EXERCISE OBJECTIVE
Transcribe all records below exactly, without images.

[Stored data]
++++++
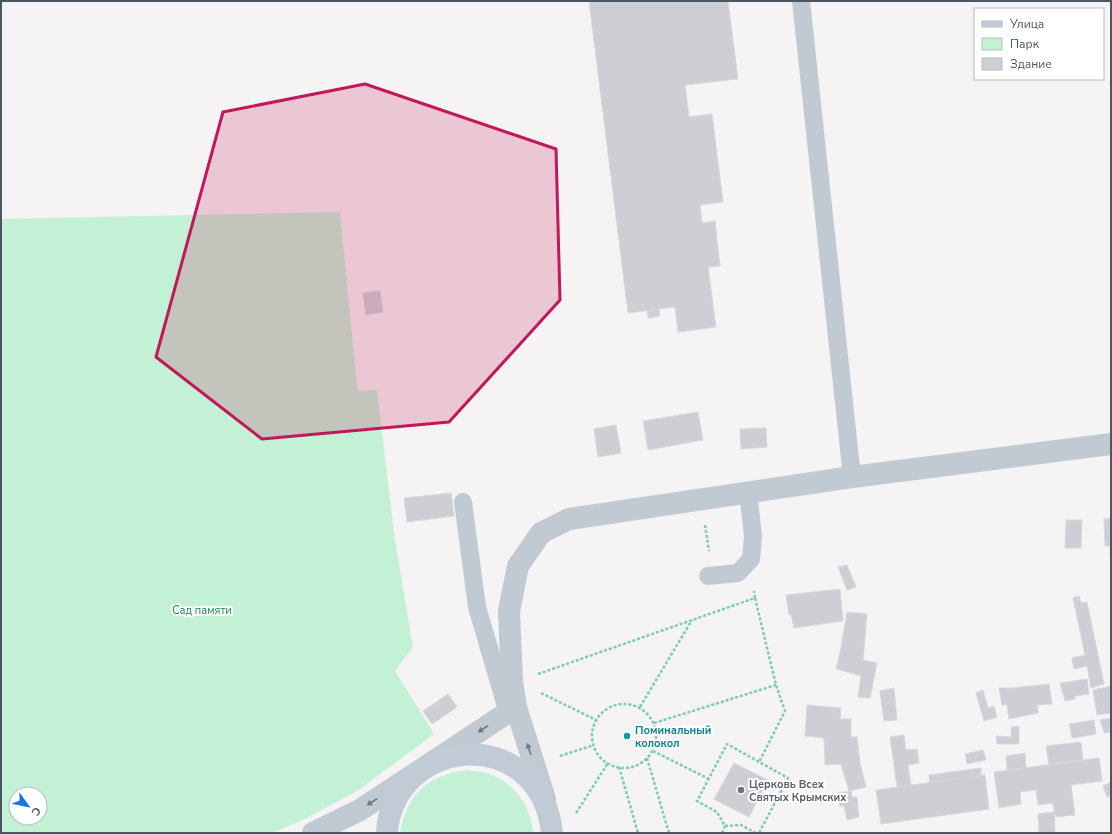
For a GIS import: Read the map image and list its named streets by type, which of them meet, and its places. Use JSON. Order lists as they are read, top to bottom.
{
  "parks": ["Сад памяти"],
  "places": ["Поминальный колокол", "Церковь Всех Святых Крымских"],
  "legend": ["Улица", "Парк", "Здание"],
  "north": "bottom right"
}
++++++
YOUR RESPONSE
For a GIS import: Read the map image and list its named streets by type, which of them meet, and its places. Use JSON. Order lists as they are read, top to bottom.
{
  "parks": ["Сад памяти"],
  "places": ["Поминальный колокол", "Церковь Всех Святых Крымских"],
  "legend": ["Улица", "Парк", "Здание"],
  "north": "bottom right"
}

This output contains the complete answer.